This is the week where I am going to officially launch my book. I have scheduled two book signings for the week, one in July, and another on August 1st.
Getting to this point over the past several weeks has placed me well outside of my comfort zone, because I needed to be promoting myself a bit to promote my book. Self promotion is not easy for me because I was taught that thinking too highly of one’s self is not a good trait. Being humble is a virtue, and humility is the goal.
So here I am, having to post the flyer about my book on Twitter, LinkedIn, and Facebook with a big old picture of my face taking up most of the copy. I am having to ask people to buy my book and when they send me a nice note about how much they enjoyed the book, I am having to ask them to consider going to Amazon to write a review. I even went so far as to contact the editor of my local newspaper and asked to have the paper run an article about me and my book (which they so generously did).
It honestly has been a big job to keep my inner critic from whispering in my ear as she sits on my shoulder. The little critic who is telling me “you are not good enough”, ” what makes you think that you are so special?”, “everyone is going to think that you are egotistical”, and “really – you think your book is good enough?” When that little voice pops up, it has taken great fortitude to tell her to back off and to not believe all those things that are being said in my head.

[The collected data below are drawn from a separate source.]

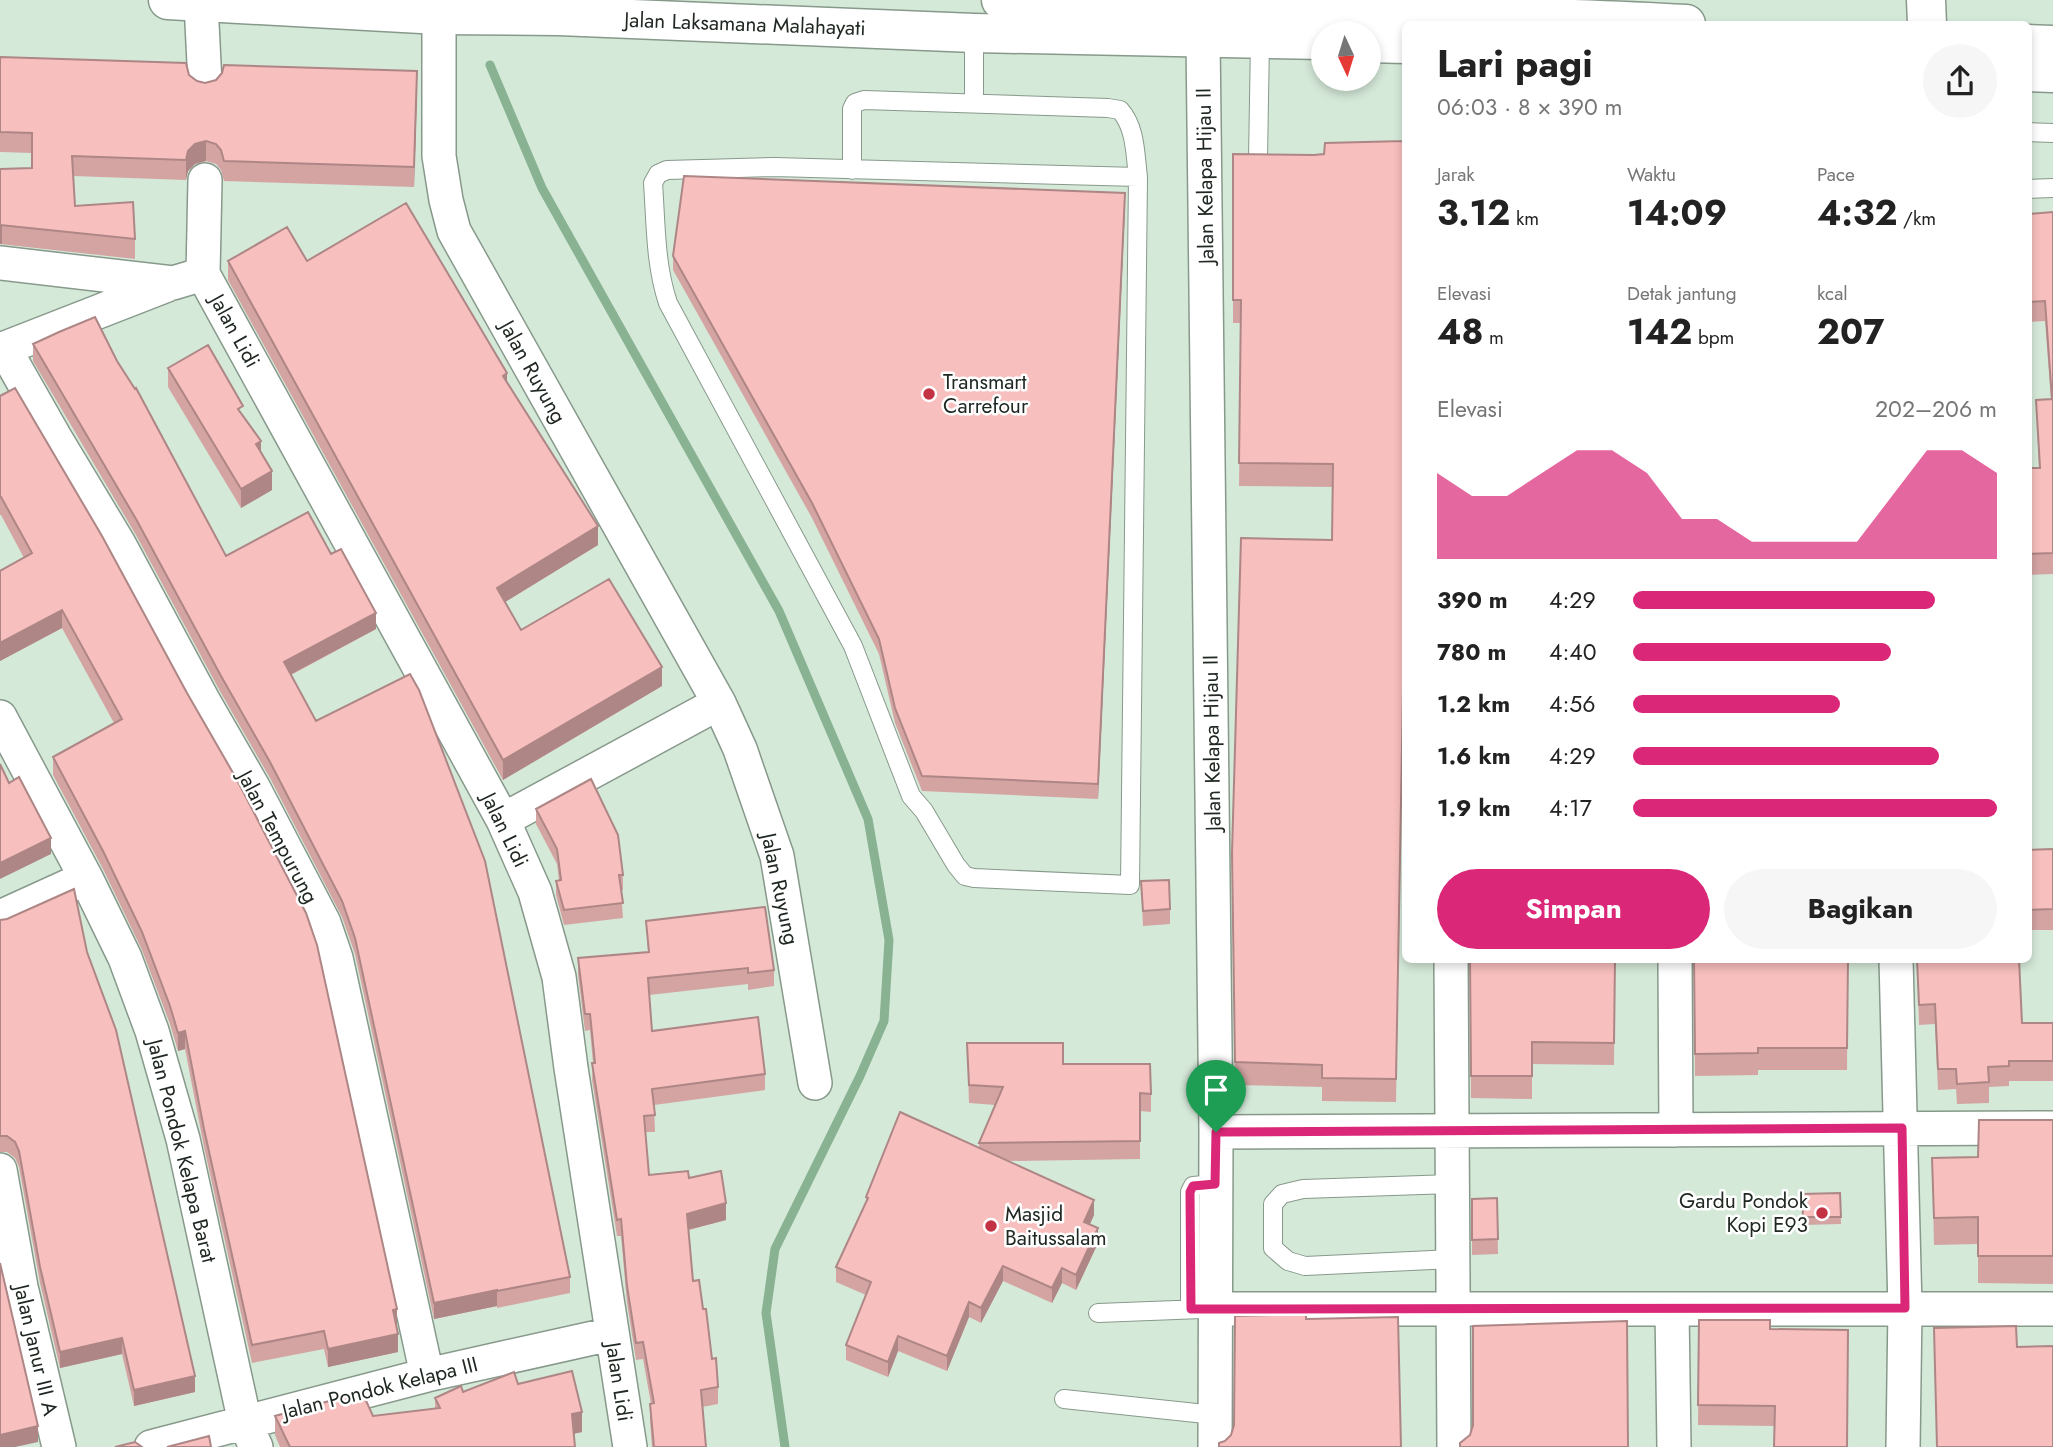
<!DOCTYPE html>
<html lang="id">
<meta charset="utf-8">
<style>
:root{--surface:#fff;--page:#f6f6f6;--text:#222;--muted:#767676;--accent:#db2777}
body{margin:0;font-family:Jost,sans-serif;background:var(--page);color:var(--text);height:100vh;display:flex;flex-direction:column;font-size:26px;white-space:nowrap}
*{box-sizing:border-box;margin:0}
p{font-size:23px;color:var(--muted)}
.icon{flex:none;width:38px;height:38px;fill:none;stroke:currentColor;stroke-width:2;stroke-linecap:round;stroke-linejoin:round}
.map{position:relative;flex:1;overflow:hidden}
.side{position:absolute;left:1402px;top:21px;width:630px;height:942px;display:flex;flex-direction:column;background:var(--surface);border-radius:10px;box-shadow:0 4px 10px #0003}
.side>*{flex:none}
.needle{width:46px;rotate:176deg}
.tools{position:absolute;left:1311px;top:21px;display:grid;gap:14px}
.tools a{display:grid;place-items:center;width:70px;height:70px;border-radius:50%;background:var(--surface);box-shadow:0 4px 10px #0003;font-size:35px}
.pin{position:absolute;display:grid;place-items:center;width:60px;height:60px;color:#fff;margin:-72px -30px;border-radius:50% 50% 50% 0;rotate:-45deg;box-shadow:0 0 7px #0007}
.pin .icon{rotate:45deg}
.round{display:grid;place-items:center;flex:none;width:74px;height:74px;border-radius:37px;background:var(--page)}
.head{display:flex;align-items:center;justify-content:space-between;height:119px;padding:0 35px}
h1{font-size:38px;font-weight:700;line-height:52px}
.metrics{display:grid;grid-template-columns:repeat(3,1fr);gap:10px;height:119px;padding:7px 35px}
.metrics div{display:grid;align-content:center}
.metrics b{font-size:35px;font-weight:700}
.metrics small{font-size:19px;font-weight:400}
.metrics p{font-size:19px}
.chart{height:196px;padding:14px 35px}
.chart p{display:flex;justify-content:space-between}
.chart svg{width:100%;height:126px;margin-top:7px;fill:var(--accent);opacity:.7}
.cta{display:flex;gap:14px;margin-top:auto;padding:14px 35px}
.cta a{flex:1;height:80px;border-radius:42px;background:var(--accent);color:#fff;font-size:28px;font-weight:700;line-height:80px;text-align:center}
.cta a+a{background:var(--page);color:var(--text)}
ul{padding:0 35px;list-style:none;font-size:23px}
li{display:grid;grid-template-columns:112px 84px 1fr;align-items:center;height:52px}
li i{height:18px;border-radius:9px;background:var(--accent)}
.map>svg:first-child{display:block}
</style>
<div class="map">
<svg width="2053" height="1447" viewBox="0 0 2053 1447">
<rect width="100%" height="100%" fill="#d5e9d9"/>
<g fill="none" stroke-linecap="round" stroke-linejoin="round">
<path stroke="#88b292" stroke-width="9" d="M490 65 542 188 779 611 868 819 889 940 884 1021 860 1076 775 1249 766 1313 785 1447"/>
<defs>
<path id="service" d="M974 33V103
M1260 40 1258 159 1264 165 1275 166
M2028 132 2053 133
M852 170V109L855 103 864 100 1108 108 1120 110C1136 128 1135 154 1138 177L1130 885 974 878 965 876 956 865 924 811 911 796 853 646 668 303C655 264 656 224 653 183L658 174 667 170 775 167 1138 177
M2028 189 2053 188
M1452 1184 1303 1189 1282 1194 1273 1204V1248L1288 1261 1305 1266 1453 1259
M1190 1309V1192L1193 1186 1215 1184
M1098 1313 1202 1309
M1064 1399 1215 1415"/>
<path id="minor" d="M201 3 205 84
M439 15V156L446 200 454 231 719 703 740 749 777 856 815 1083
M1203 38 1216 1132 1215 1447
M0 263 173 283 203 274
M203 274 503 820 535 892 559 977 571 1068 630 1447
M203 274 205 180
M4 348 54 436 119 544 204 702 253 787 324 923 336 958 427 1375
M0 350 167 285
M0 717 86 878 125 958 152 1031 183 1139 245 1423 256 1447
M503 820 719 703
M0 917 86 878
M1451 959 1454 1447
M1675 959 1676 1130
M1896 959 1905 1308 1903 1447
M1216 1132 2053 1128
M0 1170 21 1287 59 1447
M1214 1309H2053
M1672 1309 1674 1447
M151 1447 427 1375 611 1334"/>
<path id="tertiary" d="M1926 0 1927 24"/>
<path id="primary" d="M168 0 439 15 559 16 974 33 1323 40
M1368 43 1405 44
M2028 72 2053 73"/>
<path id="motorway" d="M1001 0C1085 4 1168 8 1251 10 1396 14 1541 16 1686 24
M2028 44 2053 45"/>
</defs>
<use href="#service" stroke="#87998b" stroke-width="20"/>
<use href="#minor" stroke="#87998b" stroke-width="36"/>
<use href="#tertiary" stroke="#87998b" stroke-width="41"/>
<use href="#primary" stroke="#87998b" stroke-width="41"/>
<use href="#motorway" stroke="#87998b" stroke-width="41"/>
<use href="#service" stroke="#fff" stroke-width="18"/>
<use href="#minor" stroke="#fff" stroke-width="33"/>
<use href="#tertiary" stroke="#fff" stroke-width="38"/>
<use href="#primary" stroke="#fff" stroke-width="38"/>
<use href="#motorway" stroke="#fff" stroke-width="38"/>
</g>
<path fill="#d4a4a3" d="M0 57 189 75 197 81 205 83 417 91 414 187 224 181 221 170 216 164 206 161 195 164 188 171 186 180 73 176 75 206 135 239V259L0 244V169L32 168V153L0 152Z
M1233 154 1405 602 1396 1102 1322 1101V1087L1235 1085 1232 853 1332 540 1333 487 1239 486 1241 323H1233Z
M1125 208 1098 799 922 791 895 723 879 654 812 518 673 270V256Z
M2053 212V574L2028 575V468H2039L2036 400 2051 399 2045 321 2028 322V214Z
M228 261H307L507 384 598 545 505 602 521 630 662 686 503 780 228 280Z
M33 344 117 361 226 556 331 554 376 629 291 675 316 721 570 1277V1293L497 1308V1306L434 1319 355 954 342 917 270 778 221 693 136 535 33 361Z
M168 368 243 415 261 452 272 490 241 508 168 387Z
M0 396 397 1327 398 1352 328 1367 324 1349 252 1363 204 1147 185 1049 178 1051 170 1024 142 950 103 869 53 775V757L114 723 62 628 0 661V571L24 558 1 515H0Z
M536 809 623 875V890H621L623 918 564 925 556 895V881L559 880 557 864 536 824Z
M2053 849V930H2028V850Z
M1141 881 1170 909V924L1143 926Z
M0 920 87 952 195 1392 134 1406 122 1354 60 1368 40 1283 19 1167 15 1158 7 1152H0Z
M646 921 774 970V986L748 990V984L649 995 652 1031 765 1074V1090L654 1105 655 1132H645L649 1175 689 1178 726 1220 689 1230 693 1281 718 1387V1404L702 1407 706 1447H652L650 1420 651 1404 643 1359 636 1360 627 1303 621 1236H617L592 1080 593 1063 590 1030 585 1031 578 975V958L648 952Z
M1470 959H1615L1614 1065 1532 1064V1099L1471 1098Z
M1694 959H1848L1847 1070H1758V1075L1695 1076Z
M1917 959H2022V963H2019L2022 1023H2053V1081H2009V1086L1989 1087V1103L1957 1104 1956 1089 1938 1090 1935 1024 1919 1025Z
M967 1043 1063 1064 1151 1094V1112L1140 1111V1159L1008 1161 1094 1215 1090 1224 1098 1243 1076 1290 1062 1283 1052 1303 1003 1281 981 1323 969 1317 947 1371 898 1351 888 1377 846 1360V1345L866 1295 836 1282V1267L866 1203V1197L979 1148V1143L995 1105 969 1103Z
M2053 1120V1284L1978 1283V1244L1934 1245 1932 1158 1978 1157Z
M1840 1193 1841 1224 1803 1225 1802 1194Z
M1497 1198 1498 1254 1472 1255V1199Z
M1699 1320 1770 1329 1848 1330 1774 1426 1698 1425Z
M518 1384 582 1432 574 1434 575 1447H280L275 1435V1416H373L435 1409V1398L463 1392Z"/>
<path fill="#ad8685" d="M417 71V91L414 187V167Z
M206 141V161L195 164 188 171 186 180V160L188 151 195 144Z
M1125 193V208L1098 799V784Z
M2 224V244H0V225Z
M507 373V392L503 376Z
M261 441V459L256 444Z
M272 471V490L241 508V489Z
M598 526V545L497 607V588Z
M62 610V628L0 661V643Z
M376 613V629L284 678V662Z
M662 667V686L503 780V760Z
M51 838V854L0 879V863Z
M185 1031V1049L178 1051V1033Z
M1094 1200V1215L1084 1237V1222Z
M726 1203V1220L687 1230V1214Z
M1098 1228V1243L1076 1290V1275Z
M1003 1266V1281L981 1323V1308Z
M1062 1268V1283L1052 1303V1288Z
M497 1290V1306L434 1319V1303Z
M969 1302V1317L947 1371V1356Z
M397 1309V1327L393 1328V1310Z
M398 1334V1352L328 1367V1349Z
M898 1336V1351L888 1377V1362Z
M122 1338V1354L60 1368V1352Z
M195 1376V1392L134 1406V1390Z
M582 1412V1432L572 1434V1414Z
M38 1426V1442L15 1447H0V1435Z"/>
<path fill="#f7bfbe" stroke="#ad8685" stroke-width="2" d="M0 57 186 63 189 75 197 81 205 83 216 80 222 73 224 65 417 71 414 167 224 161 221 150 216 144 206 141 195 144 188 151 186 160 72 156 75 206 133 202 135 239 0 225V169L32 168V133L0 132Z
M1404 114H1405V580L1396 1079 1322 1078V1065L1235 1062 1232 853 1241 538 1332 540 1333 464 1239 463 1241 300H1233V154L1314 155 1324 154 1325 143 1404 141Z
M684 176 1125 193 1098 784 922 776 895 708 879 639 812 503 673 256Z
M406 203 507 373 503 376 598 526 497 588 521 630 609 579 662 667 503 760 228 261 287 227 307 261Z
M2053 212V553L2028 554V468H2040L2036 400 2052 399 2045 301 2028 302V214Z
M95 317 117 361 135 389 136 388 226 556 308 512 331 554 341 549 376 613 284 662 316 721 410 674 419 690 485 861 570 1277 497 1291V1290L434 1303 355 938 342 901 270 762 221 676 136 519 33 344 59 332Z
M208 345 243 406 238 409 261 441 256 444 272 471 241 489 168 368Z
M15 388 102 536 187 693 236 778 306 913 317 945 397 1309 393 1310 398 1334 328 1349 324 1331 252 1345 204 1129 185 1031 178 1033 170 1006 142 932 103 851 53 757 122 719 62 610 0 643V571L32 553 1 497H0V396Z
M0 764 9 783 19 777 51 838 0 863Z
M591 779 618 835 623 875H619L623 903 564 910 556 881 561 880 557 849 536 809Z
M2053 849V909L2028 910V850Z
M1169 880 1170 909 1143 911 1141 881Z
M74 889 87 952 116 1030 195 1376 134 1390 122 1338 60 1352 40 1267 19 1151 15 1142 7 1136H0V920L7 919Z
M765 907 774 970 748 973V968L648 978 652 1031 758 1017 765 1074 652 1089 655 1115 644 1116 649 1175 688 1171 689 1178 721 1171 726 1203 687 1214 693 1281 699 1280 703 1309H706L712 1359 716 1358 718 1387 701 1390 706 1447H654L650 1404 654 1403 643 1342 636 1343 627 1286 621 1219 617 1220 592 1063H595L590 1014H585L578 958 649 952 646 921Z
M1470 959H1615L1614 1043 1532 1042V1076H1471Z
M1694 959H1848L1847 1048H1758V1053L1695 1054Z
M1917 959H2019L2022 1023H2053V1061H2009V1066L1988 1067 1989 1082 1957 1084 1956 1069H1938L1935 1004 1919 1005Z
M967 1043H1063V1064H1150L1151 1094 1140 1093V1141L979 1143 1003 1087 969 1085Z
M900 1112 1094 1200 1084 1222 1098 1228 1076 1275 1062 1268 1052 1288 1003 1266 981 1308 969 1302 947 1356 898 1336 888 1362 846 1345 871 1282 836 1267 868 1198 866 1197Z
M1979 1120H2053V1256H1978V1217L1934 1218 1932 1158 1978 1157Z
M1840 1193 1841 1217H1803L1802 1194Z
M1497 1198 1498 1239 1472 1240V1199Z
M0 1263 38 1426 0 1435Z
M1306 1314V1319L1398 1317 1401 1447H1219V1443L1225 1441 1231 1435 1234 1425 1235 1316Z
M1699 1320H1770V1329L1848 1330 1847 1447H1774L1775 1406 1698 1405Z
M1627 1321 1628 1447H1460V1443L1470 1435 1473 1425V1326Z
M2016 1326 2017 1347 2053 1346V1447H1937L1934 1328Z
M572 1371 582 1412 572 1414 575 1447H290L275 1416 362 1392 373 1416 440 1408 435 1398 461 1386 463 1392 514 1372 518 1384Z
M209 1436 211 1447H167Z
M135 1442 142 1447H115Z"/>
<g fill="none" stroke-linecap="round" stroke-linejoin="round">
<defs>
<path id="route" d="M1902 1128 1905 1308 1191 1309 1190 1192 1193 1186 1215 1184 1216 1132Z"/>
</defs>
<use href="#route" stroke="#fff" stroke-width="14"/>
<use href="#route" stroke="#db2777" stroke-width="9"/>
</g>
<g fill="#c33344" stroke="#fff" stroke-width="2.5">
<circle cx="929" cy="394" r="7"/>
<circle cx="1822" cy="1213" r="7"/>
<circle cx="991" cy="1226" r="7"/>
</g>
<g text-anchor="middle" dominant-baseline="central" stroke-width="5" stroke-linejoin="round" paint-order="stroke">
<g font-size="21" fill="#202822" stroke="#fff">
<text transform="translate(745 24) rotate(2)">Jalan Laksamana Malahayati</text>
<text transform="translate(1205 176) rotate(-91)">Jalan Kelapa Hijau II</text>
<text transform="translate(235 331) rotate(61)">Jalan Lidi</text>
<text transform="translate(533 372) rotate(61)">Jalan Ruyung</text>
<text transform="translate(1212 743) rotate(-91)">Jalan Kelapa Hijau II</text>
<text transform="translate(505 830) rotate(64)">Jalan Lidi</text>
<text transform="translate(278 837) rotate(62)">Jalan Tempurung</text>
<text transform="translate(780 889) rotate(78)">Jalan Ruyung</text>
<text transform="translate(182 1151) rotate(76)">Jalan Pondok Kelapa Barat</text>
<text transform="translate(36 1350) rotate(77)">Jalan Janur III A</text>
<text transform="translate(619 1382) rotate(81)">Jalan Lidi</text>
<text transform="translate(380 1388) rotate(-14)">Jalan Pondok Kelapa III</text>
</g>
<g font-size="21" fill="#202822" stroke="#fff" text-anchor="start">
<text x="943" y="382">Transmart<tspan x="943" dy="24">Carrefour</tspan></text>
<text x="1808" y="1201" text-anchor="end">Gardu Pondok<tspan x="1808" dy="24">Kopi E93</tspan></text>
<text x="1005" y="1214">Masjid<tspan x="1005" dy="24">Baitussalam</tspan></text>
</g>
</g>
</svg>
<div class="tools">
<a><svg class="needle" viewBox="-14 -14 28 28"><path d="M0-13l5 13h-10z" fill="#e53935"/><path d="M0 13l5-13h-10z" fill="#767676"/></svg></a>
</div>
<div class="pin" style="left:1216px;top:1132px;background:#1e9e55"><svg class="icon" aria-label="arrive" viewBox="0 0 24 24"><path d="M6 21V4h12l-3 4 3 4H6"/></svg></div>
<section class="side">
<div class="head"><div><h1>Lari pagi</h1><p>06:03 · 8 × 390 m</p></div><a class="round"><svg class="icon" aria-label="share" viewBox="0 0 24 24"><path d="M12 15V3M7 8l5-5 5 5M5 13v7h14v-7"/></svg></a></div>
<div class="metrics">
<div><p>Jarak</p><b>3.12<small> km</small></b></div>
<div><p>Waktu</p><b>14:09</b></div>
<div><p>Pace</p><b>4:32<small> /km</small></b></div>
</div>
<div class="metrics">
<div><p>Elevasi</p><b>48<small> m</small></b></div>
<div><p>Detak jantung</p><b>142<small> bpm</small></b></div>
<div><p>kcal</p><b>207</b></div>
</div>
<div class="chart"><p><span>Elevasi</span>202–206 m</p>
<svg viewBox="0 0 160 44" preserveAspectRatio="none"><path d="M0 44V14L10 22L20 22L30 14L40 6L50 6L60 14L70 30L80 30L90 38L100 38L110 38L120 38L130 22L140 6L150 6L160 14V44z"/></svg>
</div>
<ul>
<li><b>390 m</b>4:29<i style="width:83%"></i></li>
<li><b>780 m</b>4:40<i style="width:71%"></i></li>
<li><b>1.2 km</b>4:56<i style="width:57%"></i></li>
<li><b>1.6 km</b>4:29<i style="width:84%"></i></li>
<li><b>1.9 km</b>4:17<i style="width:100%"></i></li>
</ul>
<div class="cta"><a>Simpan</a><a>Bagikan</a></div>
</section>
</div>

Yesterday morning, I woke up with an uneasy feeling that I am telling some of my family’s story in this book, knowing that my mother is a shy, reserved woman who would never air “her dirty laundry”. I started questioning myself about whether I was doing the right thing by making this book public. I decided that I needed to do some deep reflection to decide whether I keep moving forward with the promotion of this book.
I went to our local cemetery where my dad and my brother Greg are buried. I sat down on the grass by their gravestones and I allowed myself to get into a meditative state as I asked one question: “Am I doing the right thing by bringing this book out into the public?” Then I sat quietly, picking up a pen and notebook and began writing all the thoughts that came to me. After several minutes, the answer came loud and clear – I am to continue to promote and sell this book because it was written with the intent to help others and it was never intended to cause embarrassment to my mother and family. I reminded myself that I took great pains to write a book of honor and understanding for my mother and with that intent, I am doing the right thing.
When I returned home from the cemetery, I told my mother that I know how uncomfortable it is for her to have her story told publicly. I also told her that it has already helped several people and it is meant to help many more. I let her know that I love her and that my intent was never to harm her in any way. She looked up at me and said “I am okay”.
The gremlin finally hopped off of my shoulder at that moment.
I know that it will still be uncomfortable for me to be blasting out promotional information. I also know that some people may think I am being awfully “full of myself”, and I know that I will have to work with my life coach and myself in keeping my inner critic at bay and my ego in check. I will thank my inner critic and ego for helping me to always stay humble and not let success or compliments overtake my true intent – to help others heal.
For the hundreds of people who have “liked” my posts on Facebook – I thank you from the bottom of my heart. For the people who have already purchased my book – I thank you for spending your hard-earned cash to read the stories of the beautiful people who are part of this book. For those of you who have written a review or sent me a note telling me how much you thought of the book – I bow my head in gratitude. For those of you who will be out supporting me in person at my events, I am honored. Finally, thank you to the people who are helping me promote the book – the newspaper editor of my local paper, the librarian of my local library, and all of my family and friends who share my promotional posts to raise awareness of my book.
Namaste: The Spirit in me, honors the Spirit in you
Question: How do you handle those times when the little voice in your head is telling you that you are not good enough? I would love to hear your ways of dealing with your inner critic(s) – please comment below!
I would like to end this post with a Happy Father’s Day to all! To my dad in Heaven – thank you for giving me the spiritual support during my journey of writing and publishing this book!